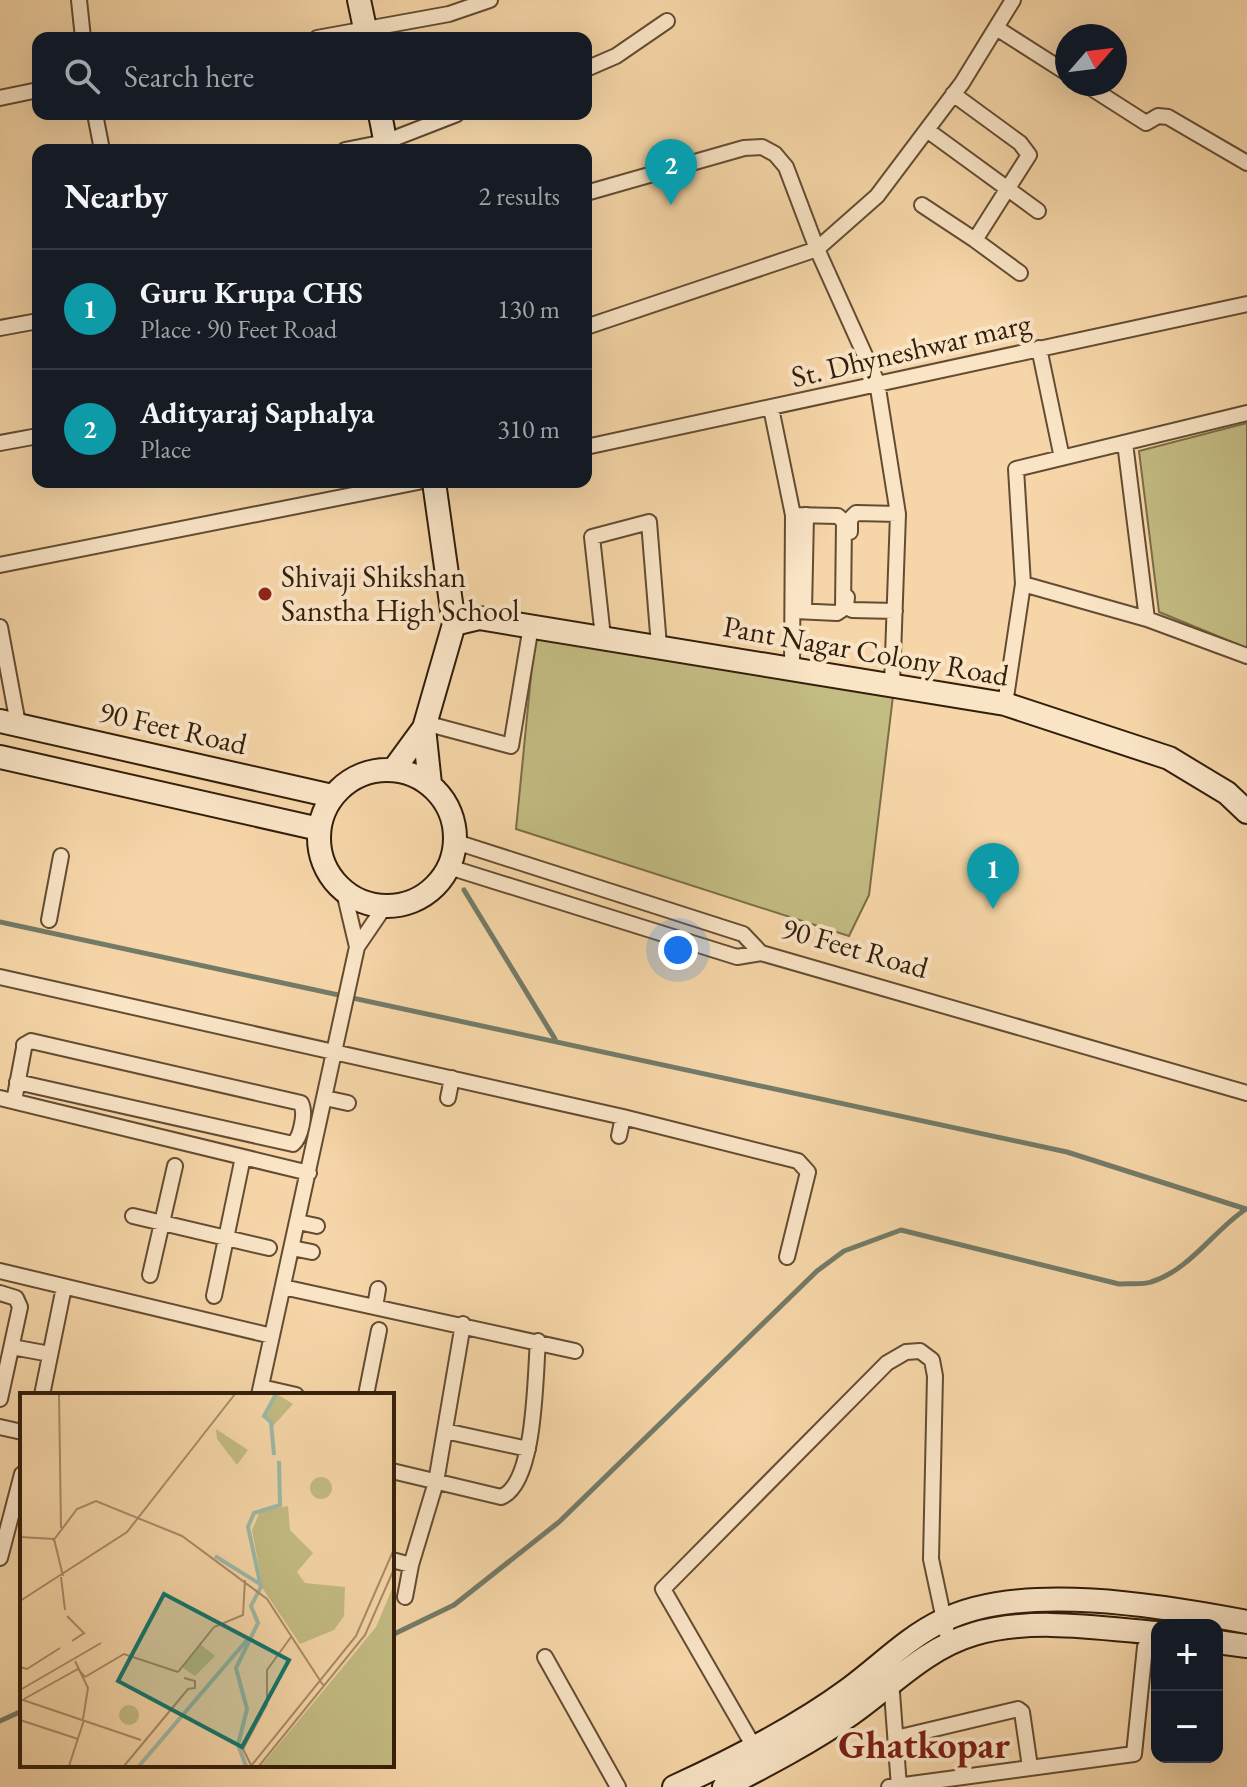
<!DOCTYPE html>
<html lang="en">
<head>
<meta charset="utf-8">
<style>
  :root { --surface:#171b24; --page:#242831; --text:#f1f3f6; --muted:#9ea1a6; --line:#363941; --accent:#c59692 }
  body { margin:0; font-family:"EB Garamond",serif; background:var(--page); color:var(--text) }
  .controls { position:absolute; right:24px; bottom:24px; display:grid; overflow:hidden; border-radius:16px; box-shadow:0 8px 32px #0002 }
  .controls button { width:72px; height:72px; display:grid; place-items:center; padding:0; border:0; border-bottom:2px solid var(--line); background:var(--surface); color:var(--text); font:40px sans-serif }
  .compass { position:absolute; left:1055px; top:24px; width:72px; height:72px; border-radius:50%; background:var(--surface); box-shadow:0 8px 32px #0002; rotate:62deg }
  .you { position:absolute; left:678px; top:950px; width:28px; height:28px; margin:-20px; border:6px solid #fff; border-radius:50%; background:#1a73e8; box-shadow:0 0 0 12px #1a73e833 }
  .badge { display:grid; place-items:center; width:52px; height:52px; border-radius:50%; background:var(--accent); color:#fff; font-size:26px; font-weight:700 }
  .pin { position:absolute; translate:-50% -66px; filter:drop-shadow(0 2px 4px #0008) }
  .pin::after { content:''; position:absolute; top:42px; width:28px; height:24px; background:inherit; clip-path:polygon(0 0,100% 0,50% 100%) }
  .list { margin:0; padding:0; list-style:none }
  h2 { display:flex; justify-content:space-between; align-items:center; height:104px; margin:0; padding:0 32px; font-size:34px }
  h2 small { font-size:26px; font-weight:400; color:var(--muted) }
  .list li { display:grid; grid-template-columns:52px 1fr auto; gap:24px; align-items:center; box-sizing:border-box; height:120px; padding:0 32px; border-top:2px solid var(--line) }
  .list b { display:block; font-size:30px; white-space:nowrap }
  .list p { margin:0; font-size:26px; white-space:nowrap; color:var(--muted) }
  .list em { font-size:26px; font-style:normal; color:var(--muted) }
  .icon { flex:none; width:44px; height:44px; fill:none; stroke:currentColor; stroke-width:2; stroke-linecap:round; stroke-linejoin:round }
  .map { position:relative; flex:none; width:1247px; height:1787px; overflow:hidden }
  .search { position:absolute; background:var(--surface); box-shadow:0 8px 32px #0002; left:32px; top:32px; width:560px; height:88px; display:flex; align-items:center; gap:20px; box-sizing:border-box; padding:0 28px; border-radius:16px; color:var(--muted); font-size:30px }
  .panel { position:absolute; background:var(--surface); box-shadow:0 8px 32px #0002; left:32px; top:144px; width:560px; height:344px; border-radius:16px }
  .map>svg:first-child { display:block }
  .green { fill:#c3bc83; stroke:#7b6d47; stroke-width:2 }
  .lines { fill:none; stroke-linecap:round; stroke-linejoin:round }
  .stream { stroke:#737b68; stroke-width:5 }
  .street-casing { stroke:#644c32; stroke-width:18 }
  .secondary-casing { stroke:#331e0b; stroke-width:26 }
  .street { stroke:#f9e4c6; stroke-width:14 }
  .secondary { stroke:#f9e4c6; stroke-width:22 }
  .poi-dot { fill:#8f2418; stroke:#f9e4c6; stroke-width:3 }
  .labels { text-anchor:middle; stroke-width:8; stroke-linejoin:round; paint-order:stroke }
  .street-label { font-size:30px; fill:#331e0b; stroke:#f9e4c6 }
  .poi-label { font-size:30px; fill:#331e0b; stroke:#f9e4c6; text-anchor:start }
  .district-label { font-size:38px; font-weight:bold; fill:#7a1f14; stroke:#f9e4c6 }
  .inset-river { fill:none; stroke:#9db9a6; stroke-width:4 }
  .inset-road { fill:none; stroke:#a88c69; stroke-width:2 }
  .view { fill:#0f766e; fill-opacity:0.15; stroke:#0f766e; stroke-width:4 }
  .inset-edge { fill:none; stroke:#331e0b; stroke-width:4 }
</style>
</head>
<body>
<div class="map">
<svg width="1247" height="1787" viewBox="0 0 1247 1787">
  <rect width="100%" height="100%" fill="#f6d6a8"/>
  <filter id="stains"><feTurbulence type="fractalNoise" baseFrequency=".0025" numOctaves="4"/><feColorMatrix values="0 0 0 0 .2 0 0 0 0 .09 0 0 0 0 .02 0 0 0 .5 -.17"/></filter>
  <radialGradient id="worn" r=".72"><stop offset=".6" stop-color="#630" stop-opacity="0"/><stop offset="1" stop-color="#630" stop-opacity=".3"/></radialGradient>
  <!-- green -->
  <path class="green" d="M1247,423V648L1159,612L1139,451Z
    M535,635L893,696L869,895L849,936L516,829Z"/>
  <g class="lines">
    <!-- stream -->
    <path class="stream" d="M464,890L555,1039
      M0,922L1067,1152L1246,1209
      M392,1635L454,1605L559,1522L817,1271L844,1251L901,1230L1119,1284C1129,1283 1142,1285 1151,1282C1190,1270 1214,1230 1246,1209
      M0,1721L22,1711"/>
    <!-- street casing -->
    <g class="street-casing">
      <path id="street" d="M79,0L83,38
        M998,29L1067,73
        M317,38L449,14L490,0
        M586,69L616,56L667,21
        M1085,84L1146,123L1158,116L1168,117L1247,163
        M953,94L1020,143L1029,155L975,240L1020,273
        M0,98L38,90
        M95,114L102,150
        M927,130L1038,211
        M345,150L385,142L457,114
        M586,193L744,148L762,147L775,154L786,167L817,249L877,382L898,514L892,684
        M922,205L975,240
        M586,327L817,249L877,196L962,83L1013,0
        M0,328L38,321
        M1039,348L1062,458
        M771,408L793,515L792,667
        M0,443L38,436
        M1125,443L1147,619
        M586,447L1247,304
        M793,515L838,516L844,522L843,609L837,613L795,611
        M850,532V519L856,513L898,514
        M0,565L418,482
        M1023,584L1147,619L1247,656
        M847,597L846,606L852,610L895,611
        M804,611L806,515
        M0,627L18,724
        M603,637L592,537L649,522L659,646
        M1005,704L1023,584L1016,469L1247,413
        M425,723L511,746L531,626
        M456,842L743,934L761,953L1247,1093
        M449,867L737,957L761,953
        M344,892L357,947
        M49,920L61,856
        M0,977L623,1117L798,1161L808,1172L787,1257
        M0,1098L309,1173
        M325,1098L348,1103
        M448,1098L452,1078
        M14,1101L24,1048V1045L31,1041L301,1103C306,1113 301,1137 293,1144L17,1082
        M619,1136L623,1117
        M133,1216L269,1248
        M298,1222L317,1226
        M292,1248L312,1252
        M0,1271L272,1336
        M150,1275L175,1166
        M283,1287L575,1351
        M0,1293L16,1298L20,1307L0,1399
        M214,1296L243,1157
        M375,1307L378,1289
        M12,1347L50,1354
        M261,1387L296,1395
        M42,1395L64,1287
        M259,1395L357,947L385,906
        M366,1395L379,1330
        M0,1427L22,1432
        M445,1431L528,1449
        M392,1471L501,1497C536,1484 535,1375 538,1341
        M0,1558L22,1474
        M392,1560L411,1565L436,1482L463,1324
        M405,1597L411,1565
        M545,1657L618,1787
        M891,1679L899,1787
        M896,1738L1018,1709L1022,1712L1030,1767
        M757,1752L663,1589L887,1363L906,1352L920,1351L932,1360L935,1376L931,1559L949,1643
        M889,1787L1134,1754L1145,1647"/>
    </g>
    <!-- secondary casing -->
    <g class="secondary-casing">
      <path id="secondary" d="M359,0L367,38
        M380,114L387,150
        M454,624L479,618L1005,704L1169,758L1227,793L1247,812
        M0,721L332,796
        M424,728L430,784
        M0,757L319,829
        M394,769L424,728L454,624L434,482
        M319 838a68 68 0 1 1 136 0a68 68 0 1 1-136 0Z
        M1217,1642L1247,1646
        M674,1787C733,1760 796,1728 849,1689C879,1667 908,1637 942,1621C1020,1581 1163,1606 1247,1622
        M724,1787C767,1765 811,1742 851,1714C891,1686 926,1648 974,1634C1031,1617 1099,1628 1157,1633"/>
    </g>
    <!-- street -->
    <use href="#street" class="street"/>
    <!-- secondary -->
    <use href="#secondary" class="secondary"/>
  </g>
  <!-- markers -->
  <circle class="poi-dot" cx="265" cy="594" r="8"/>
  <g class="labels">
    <!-- street labels -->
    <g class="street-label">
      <text transform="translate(911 350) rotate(-13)" y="10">St. Dhyneshwar marg</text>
      <text transform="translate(866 651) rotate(10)" y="10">Pant Nagar Colony Road</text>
      <text transform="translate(173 728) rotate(13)" y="10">90 Feet Road</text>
      <text transform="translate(855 948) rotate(16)" y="10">90 Feet Road</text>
    </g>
    <!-- poi labels -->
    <g class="poi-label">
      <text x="281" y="587">Shivaji Shikshan<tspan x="281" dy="34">Sanstha High School</tspan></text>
    </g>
    <!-- district labels -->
    <g class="district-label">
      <text x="924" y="1758">Ghatkopar</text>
    </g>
  </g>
  <!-- overview -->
  <g transform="translate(20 1393)">
    <rect width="374" height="374" fill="#f6d6a8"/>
    <path d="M257,1L273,11L253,33L246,22ZM196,36L228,57L217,72L197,46ZM290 95a11 11 0 1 1 22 0a11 11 0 1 1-22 0ZM268,113L270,137L293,160L277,179L285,190L325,194L324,223L314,237L280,251L243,196L232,137L240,118ZM372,196L374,373H241L356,234ZM180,251L195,263L175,283L162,274ZM99 322a10 10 0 1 1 20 0a10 10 0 1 1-20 0Z" fill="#c3bc83"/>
    <path class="inset-river" d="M254,62L251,29L244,23L256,1M195,163L240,191M119,373L227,247M226,373L218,352L227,316L216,275L238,230L231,213L241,194L228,134L234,120L260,112L259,68"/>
    <path class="inset-road" d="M39,1L41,135M0,144L34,146L43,183M33,148L57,116L76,108L162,143L247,206L303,292M41,184L45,217M0,208L107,139L215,1M47,223L64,240L52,248M55,268L68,295L63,326M0,274L7,276L40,255M158,279L194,234L223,222L225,187M65,284L104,261L158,279M0,297L81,250M0,306L121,347M4,306L58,276L65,284M0,327L58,346M231,372L223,356L247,311V277L271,244M49,373L64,327M104,373L168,296L175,295V288L164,285M231,373L336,243L374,156M239,373L345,242L374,176"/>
    <path class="view" d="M144,201L269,267L222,354L98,288Z"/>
    <rect width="374" height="374" class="inset-edge"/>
  </g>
  <rect width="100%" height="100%" filter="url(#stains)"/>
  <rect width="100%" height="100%" fill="url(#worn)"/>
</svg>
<div class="controls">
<button>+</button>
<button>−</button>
</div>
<svg class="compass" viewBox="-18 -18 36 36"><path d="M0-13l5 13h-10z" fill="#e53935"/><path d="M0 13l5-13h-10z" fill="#9ea1a6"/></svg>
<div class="you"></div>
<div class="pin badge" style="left:993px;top:909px;background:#0f9aa8">1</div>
<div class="pin badge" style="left:671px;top:205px;background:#0f9aa8">2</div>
<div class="search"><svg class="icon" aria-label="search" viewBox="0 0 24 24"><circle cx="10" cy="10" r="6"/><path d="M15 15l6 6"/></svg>Search here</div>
<section class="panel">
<h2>Nearby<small>2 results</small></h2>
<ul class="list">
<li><span class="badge" style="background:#0f9aa8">1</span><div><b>Guru Krupa CHS</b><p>Place · 90 Feet Road</p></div><em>130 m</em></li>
<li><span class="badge" style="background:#0f9aa8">2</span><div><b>Adityaraj Saphalya</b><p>Place</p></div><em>310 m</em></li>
</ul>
</section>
</div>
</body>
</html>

* * * *

--- What is needed ---
From the records above, transcribe without alteration every line from the one with "M0,443L38,436" to the one with "M545,1657L618,1787", inclusive.

--- Exercise result ---
        M0,443L38,436
        M1125,443L1147,619
        M586,447L1247,304
        M793,515L838,516L844,522L843,609L837,613L795,611
        M850,532V519L856,513L898,514
        M0,565L418,482
        M1023,584L1147,619L1247,656
        M847,597L846,606L852,610L895,611
        M804,611L806,515
        M0,627L18,724
        M603,637L592,537L649,522L659,646
        M1005,704L1023,584L1016,469L1247,413
        M425,723L511,746L531,626
        M456,842L743,934L761,953L1247,1093
        M449,867L737,957L761,953
        M344,892L357,947
        M49,920L61,856
        M0,977L623,1117L798,1161L808,1172L787,1257
        M0,1098L309,1173
        M325,1098L348,1103
        M448,1098L452,1078
        M14,1101L24,1048V1045L31,1041L301,1103C306,1113 301,1137 293,1144L17,1082
        M619,1136L623,1117
        M133,1216L269,1248
        M298,1222L317,1226
        M292,1248L312,1252
        M0,1271L272,1336
        M150,1275L175,1166
        M283,1287L575,1351
        M0,1293L16,1298L20,1307L0,1399
        M214,1296L243,1157
        M375,1307L378,1289
        M12,1347L50,1354
        M261,1387L296,1395
        M42,1395L64,1287
        M259,1395L357,947L385,906
        M366,1395L379,1330
        M0,1427L22,1432
        M445,1431L528,1449
        M392,1471L501,1497C536,1484 535,1375 538,1341
        M0,1558L22,1474
        M392,1560L411,1565L436,1482L463,1324
        M405,1597L411,1565
        M545,1657L618,1787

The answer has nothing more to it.